Quentin D’Souza wanted three things that being a school teacher wasn’t able to give him: financial freedom, more free time, and more freedom of thought.
So in the late 2000’s, even though he was on the path to becoming an administrator, he decided to get into real estate investing.
But with two kids and a modest salary, he needed a way to get started without a lot of cash.
So he and his wife Laura took out a secure line of credit on the equity they had built up in their own home in the Greater Toronto Area. A secure line of credit is borrowing money against an asset — if the debt isn’t repaid, the lender keeps the given amount of equity in the asset. On the other hand, if the debt is repaid, the lender can keep borrowing from it.
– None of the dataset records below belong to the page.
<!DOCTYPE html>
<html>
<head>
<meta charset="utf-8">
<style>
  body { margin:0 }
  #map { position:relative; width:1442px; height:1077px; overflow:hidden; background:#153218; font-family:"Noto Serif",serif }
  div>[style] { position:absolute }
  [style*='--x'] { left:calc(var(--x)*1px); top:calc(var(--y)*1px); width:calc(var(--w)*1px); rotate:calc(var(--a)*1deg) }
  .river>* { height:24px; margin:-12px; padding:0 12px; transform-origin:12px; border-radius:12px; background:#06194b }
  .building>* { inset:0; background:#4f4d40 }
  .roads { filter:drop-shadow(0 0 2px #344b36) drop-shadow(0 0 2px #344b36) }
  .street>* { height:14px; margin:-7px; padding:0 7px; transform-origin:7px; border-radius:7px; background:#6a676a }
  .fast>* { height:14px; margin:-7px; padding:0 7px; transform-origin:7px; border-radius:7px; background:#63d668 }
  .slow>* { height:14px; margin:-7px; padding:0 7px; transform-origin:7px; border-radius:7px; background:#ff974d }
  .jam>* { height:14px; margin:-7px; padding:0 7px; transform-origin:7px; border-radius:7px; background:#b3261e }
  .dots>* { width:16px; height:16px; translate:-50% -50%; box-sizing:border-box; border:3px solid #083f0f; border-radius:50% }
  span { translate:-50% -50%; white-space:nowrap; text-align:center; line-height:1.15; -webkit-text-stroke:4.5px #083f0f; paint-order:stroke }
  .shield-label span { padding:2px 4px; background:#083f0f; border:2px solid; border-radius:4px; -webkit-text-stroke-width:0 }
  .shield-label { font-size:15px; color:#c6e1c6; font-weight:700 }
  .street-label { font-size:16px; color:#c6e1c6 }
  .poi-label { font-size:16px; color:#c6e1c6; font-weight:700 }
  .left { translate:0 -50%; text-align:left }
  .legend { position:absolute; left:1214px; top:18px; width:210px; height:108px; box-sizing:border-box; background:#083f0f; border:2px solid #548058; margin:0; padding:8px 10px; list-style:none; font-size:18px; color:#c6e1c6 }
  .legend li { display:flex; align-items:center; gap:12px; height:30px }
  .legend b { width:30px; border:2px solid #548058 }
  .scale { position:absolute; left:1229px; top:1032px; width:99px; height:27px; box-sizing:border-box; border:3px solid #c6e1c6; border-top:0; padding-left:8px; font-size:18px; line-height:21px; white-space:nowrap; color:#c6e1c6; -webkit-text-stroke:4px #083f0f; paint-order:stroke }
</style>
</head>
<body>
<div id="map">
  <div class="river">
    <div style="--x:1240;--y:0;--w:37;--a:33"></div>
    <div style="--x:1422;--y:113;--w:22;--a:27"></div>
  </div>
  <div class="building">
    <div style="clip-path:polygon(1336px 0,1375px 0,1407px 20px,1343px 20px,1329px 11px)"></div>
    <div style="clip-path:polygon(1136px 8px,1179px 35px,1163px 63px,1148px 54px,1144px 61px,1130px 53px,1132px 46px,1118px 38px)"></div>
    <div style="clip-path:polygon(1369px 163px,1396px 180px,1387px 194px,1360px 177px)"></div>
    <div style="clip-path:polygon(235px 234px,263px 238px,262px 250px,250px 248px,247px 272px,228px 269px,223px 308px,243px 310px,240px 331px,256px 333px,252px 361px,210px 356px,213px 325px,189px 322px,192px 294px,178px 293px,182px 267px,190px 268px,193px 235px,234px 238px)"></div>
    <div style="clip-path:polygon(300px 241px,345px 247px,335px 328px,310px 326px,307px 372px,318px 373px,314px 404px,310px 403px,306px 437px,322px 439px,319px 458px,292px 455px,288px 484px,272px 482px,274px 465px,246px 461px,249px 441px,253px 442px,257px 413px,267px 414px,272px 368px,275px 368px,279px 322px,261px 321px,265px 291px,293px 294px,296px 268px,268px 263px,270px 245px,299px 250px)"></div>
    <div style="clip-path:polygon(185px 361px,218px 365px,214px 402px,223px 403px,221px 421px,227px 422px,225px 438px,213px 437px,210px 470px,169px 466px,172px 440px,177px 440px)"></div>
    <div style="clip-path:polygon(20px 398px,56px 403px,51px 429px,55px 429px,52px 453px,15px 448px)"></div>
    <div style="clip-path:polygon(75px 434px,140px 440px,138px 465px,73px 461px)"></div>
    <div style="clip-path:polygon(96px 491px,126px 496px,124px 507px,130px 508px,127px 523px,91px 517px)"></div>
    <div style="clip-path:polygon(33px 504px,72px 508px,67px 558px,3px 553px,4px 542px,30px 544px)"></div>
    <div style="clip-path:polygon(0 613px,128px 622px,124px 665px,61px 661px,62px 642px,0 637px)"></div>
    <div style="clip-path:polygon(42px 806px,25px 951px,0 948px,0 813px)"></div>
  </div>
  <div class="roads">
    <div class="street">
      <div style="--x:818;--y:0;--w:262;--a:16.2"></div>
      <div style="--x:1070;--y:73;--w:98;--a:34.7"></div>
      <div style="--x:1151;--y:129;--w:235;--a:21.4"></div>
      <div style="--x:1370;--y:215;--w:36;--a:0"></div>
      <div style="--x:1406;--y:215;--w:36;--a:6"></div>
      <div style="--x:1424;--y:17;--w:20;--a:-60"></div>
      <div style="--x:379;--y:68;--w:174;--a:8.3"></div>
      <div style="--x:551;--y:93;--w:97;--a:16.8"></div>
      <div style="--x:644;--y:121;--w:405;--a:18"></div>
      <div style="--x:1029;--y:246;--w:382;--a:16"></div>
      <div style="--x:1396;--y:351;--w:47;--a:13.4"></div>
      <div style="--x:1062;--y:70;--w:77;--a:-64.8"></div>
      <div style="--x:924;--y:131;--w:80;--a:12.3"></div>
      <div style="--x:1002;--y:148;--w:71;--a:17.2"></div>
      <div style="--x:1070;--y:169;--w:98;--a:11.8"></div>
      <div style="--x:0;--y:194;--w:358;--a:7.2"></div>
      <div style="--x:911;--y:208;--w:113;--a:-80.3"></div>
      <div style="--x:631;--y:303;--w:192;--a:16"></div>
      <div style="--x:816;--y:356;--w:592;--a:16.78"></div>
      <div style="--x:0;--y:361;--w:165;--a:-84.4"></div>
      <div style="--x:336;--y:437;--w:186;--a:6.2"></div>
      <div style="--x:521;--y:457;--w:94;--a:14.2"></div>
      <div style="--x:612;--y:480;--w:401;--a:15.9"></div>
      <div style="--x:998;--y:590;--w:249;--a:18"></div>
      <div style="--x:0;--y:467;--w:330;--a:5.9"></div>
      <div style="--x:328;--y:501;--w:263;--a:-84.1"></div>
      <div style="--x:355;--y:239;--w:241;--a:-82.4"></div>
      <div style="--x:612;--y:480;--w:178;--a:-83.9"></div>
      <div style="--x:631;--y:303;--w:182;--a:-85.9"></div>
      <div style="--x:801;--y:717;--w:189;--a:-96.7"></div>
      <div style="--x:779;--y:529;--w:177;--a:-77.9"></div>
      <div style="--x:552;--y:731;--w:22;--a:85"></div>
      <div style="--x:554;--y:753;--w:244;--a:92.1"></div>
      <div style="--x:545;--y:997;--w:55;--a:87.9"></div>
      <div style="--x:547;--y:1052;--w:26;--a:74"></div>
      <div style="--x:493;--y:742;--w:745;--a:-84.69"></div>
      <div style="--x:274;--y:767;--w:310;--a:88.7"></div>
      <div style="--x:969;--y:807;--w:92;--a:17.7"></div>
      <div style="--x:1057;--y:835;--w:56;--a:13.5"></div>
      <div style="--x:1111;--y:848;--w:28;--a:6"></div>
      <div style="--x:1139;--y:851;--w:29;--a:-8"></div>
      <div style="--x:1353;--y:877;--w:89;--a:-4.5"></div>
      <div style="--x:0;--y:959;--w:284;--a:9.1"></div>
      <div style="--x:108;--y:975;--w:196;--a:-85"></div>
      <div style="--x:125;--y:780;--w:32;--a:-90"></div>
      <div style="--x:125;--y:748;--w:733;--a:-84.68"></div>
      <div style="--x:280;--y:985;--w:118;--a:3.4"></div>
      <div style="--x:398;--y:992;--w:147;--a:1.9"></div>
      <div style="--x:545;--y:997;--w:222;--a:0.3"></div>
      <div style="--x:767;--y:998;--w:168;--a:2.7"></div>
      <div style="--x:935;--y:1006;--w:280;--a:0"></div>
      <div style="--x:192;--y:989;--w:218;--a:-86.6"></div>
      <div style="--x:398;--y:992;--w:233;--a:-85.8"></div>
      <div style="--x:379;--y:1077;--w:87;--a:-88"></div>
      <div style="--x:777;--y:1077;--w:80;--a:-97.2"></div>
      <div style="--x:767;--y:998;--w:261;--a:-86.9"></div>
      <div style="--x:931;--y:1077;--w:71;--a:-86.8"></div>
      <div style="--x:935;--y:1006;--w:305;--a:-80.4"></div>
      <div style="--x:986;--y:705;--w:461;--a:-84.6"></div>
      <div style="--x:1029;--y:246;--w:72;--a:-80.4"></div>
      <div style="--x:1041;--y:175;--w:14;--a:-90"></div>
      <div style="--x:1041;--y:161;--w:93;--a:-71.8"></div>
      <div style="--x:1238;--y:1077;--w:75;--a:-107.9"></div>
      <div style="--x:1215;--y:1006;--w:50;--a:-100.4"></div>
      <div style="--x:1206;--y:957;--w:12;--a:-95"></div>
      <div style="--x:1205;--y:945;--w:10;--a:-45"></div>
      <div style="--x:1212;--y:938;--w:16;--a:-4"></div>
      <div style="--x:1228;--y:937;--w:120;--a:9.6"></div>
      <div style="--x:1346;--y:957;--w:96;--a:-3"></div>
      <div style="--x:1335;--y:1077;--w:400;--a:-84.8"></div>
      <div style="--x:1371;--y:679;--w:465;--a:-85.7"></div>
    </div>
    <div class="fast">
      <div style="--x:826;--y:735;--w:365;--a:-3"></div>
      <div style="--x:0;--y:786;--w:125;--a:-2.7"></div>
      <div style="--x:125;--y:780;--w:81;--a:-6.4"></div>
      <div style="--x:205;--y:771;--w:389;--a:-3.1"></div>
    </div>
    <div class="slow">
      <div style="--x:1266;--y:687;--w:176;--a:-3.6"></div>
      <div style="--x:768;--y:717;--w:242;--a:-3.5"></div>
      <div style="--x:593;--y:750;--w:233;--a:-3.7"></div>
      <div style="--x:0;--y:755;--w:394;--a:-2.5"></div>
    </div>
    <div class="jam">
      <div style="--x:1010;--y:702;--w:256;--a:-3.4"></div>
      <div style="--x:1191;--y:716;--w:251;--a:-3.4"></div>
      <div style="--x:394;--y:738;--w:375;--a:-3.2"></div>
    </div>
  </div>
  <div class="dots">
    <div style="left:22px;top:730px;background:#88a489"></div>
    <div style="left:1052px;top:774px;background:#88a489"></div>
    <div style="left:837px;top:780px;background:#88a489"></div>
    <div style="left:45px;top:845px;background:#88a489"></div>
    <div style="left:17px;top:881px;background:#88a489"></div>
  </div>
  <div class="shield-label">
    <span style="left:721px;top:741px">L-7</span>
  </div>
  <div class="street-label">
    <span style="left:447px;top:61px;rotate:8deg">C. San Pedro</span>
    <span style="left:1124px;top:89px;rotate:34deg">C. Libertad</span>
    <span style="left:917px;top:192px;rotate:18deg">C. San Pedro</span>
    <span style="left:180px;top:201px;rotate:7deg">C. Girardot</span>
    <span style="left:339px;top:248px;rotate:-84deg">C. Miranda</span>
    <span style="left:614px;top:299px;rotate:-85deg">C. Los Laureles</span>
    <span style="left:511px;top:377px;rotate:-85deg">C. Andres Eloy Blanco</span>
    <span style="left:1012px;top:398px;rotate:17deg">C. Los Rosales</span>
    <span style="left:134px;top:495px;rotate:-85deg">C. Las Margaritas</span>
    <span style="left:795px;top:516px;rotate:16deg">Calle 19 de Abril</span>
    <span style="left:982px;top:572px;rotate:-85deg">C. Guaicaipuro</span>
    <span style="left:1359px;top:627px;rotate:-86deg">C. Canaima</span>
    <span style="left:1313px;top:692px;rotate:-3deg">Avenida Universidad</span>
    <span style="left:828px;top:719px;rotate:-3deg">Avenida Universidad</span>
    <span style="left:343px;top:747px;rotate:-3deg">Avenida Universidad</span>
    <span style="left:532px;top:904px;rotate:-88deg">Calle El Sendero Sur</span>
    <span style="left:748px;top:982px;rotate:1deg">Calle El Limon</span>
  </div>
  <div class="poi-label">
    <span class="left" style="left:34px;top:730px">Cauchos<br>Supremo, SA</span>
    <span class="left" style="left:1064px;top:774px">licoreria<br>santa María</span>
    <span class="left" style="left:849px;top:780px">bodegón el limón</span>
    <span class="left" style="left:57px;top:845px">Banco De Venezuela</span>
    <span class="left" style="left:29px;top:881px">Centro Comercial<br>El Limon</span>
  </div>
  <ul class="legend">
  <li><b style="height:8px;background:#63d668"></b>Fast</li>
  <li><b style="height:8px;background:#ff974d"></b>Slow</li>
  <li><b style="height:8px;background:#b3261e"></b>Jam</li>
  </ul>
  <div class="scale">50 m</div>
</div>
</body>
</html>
Using this money — they had access to CAD100,000, which currently equates to about $80,000 — D’Souza then bought a property, fixed it up, and resold it for more, taking a profit and repaying his debt. They contributed only CAD5,000 in cash to the property, or around $4,000, he said on a recent episode of the Rental Income Podcast.
Seeing the money they’d made, Laura encouraged him to keep going. So he continued to build his portfolio using what is known today as the BRRRR method: Buy, Rehab, Rent, Refinance, Repeat.
In this strategy, investors buy a property, fix it up, find a renter for it, take out a line of credit on it which is repaid by the renters over time (building back the equity for the homeowner), and then use that cash to purchase another home and repeat the process. In D’Souza’s particular case, he refinanced the properties, used that cash to pay back his secured line of credit, and then drew again on the line of credit to purchase another home.
D’Souza says he used this strategy to buy his first six properties. He then partnered with friends and family, who would put their money into deals in exchange for a piece of equity in the property, or simply in exchange for interest on their capital.
Once he reached a portfolio of 30 units, he said had achieved a cash flow of $5,000 a month, enough to live off of and quit his job. But he kept working for about another year as a precaution because he had young children. He then left his job in 2014 when he was 40-years-old.
Now D’Souza has a portfolio of 371 units across 41 buildings in the US and Canada, according to property records viewed by Insider, and runs a real-estate business buying apartment complexes. His business works only with accredited investors.
D’Souza’s advice for first-time investors in today’s market
Prices for homes are significantly higher today than they were when D’Souza started, making it tougher to break into real estate investing, he said.
But he gave two tips to those looking to buy their first rental property.
First, find a good network of investors, he said. This will allow you to find out which properties are working with the BRRRR strategy in a given area. He said in the Toronto area today, for example, people using the BRRRR strategy are buying single-family homes in rough shape and adding more units to them, which wasn’t necessarily the case when he started.
He said to find someone in your area who has successfully executed the strategy and try to follow their path.
“”Maybe it’s townhouses, maybe it’s duplex conversions, maybe it’s small apartment buildings,” he told Insider in a phone interview. “Whatever it is, find out from people who are actually successful…and then follow the path that’s already laid out for you instead of trying to make your own. It’s a lot easier to follow somebody else’s path that’s successful than to try to do something totally different.”
Second, he said to get started instead of being paralyzed by fear or apprehension.
“You can only read books and watch videos for so long. You’ve got to get out there and you’ve got to do it,” he said. “If you’re stuck and you want to learn how to do it, find somebody who’s doing it right now and then ask them: How can I work with you?”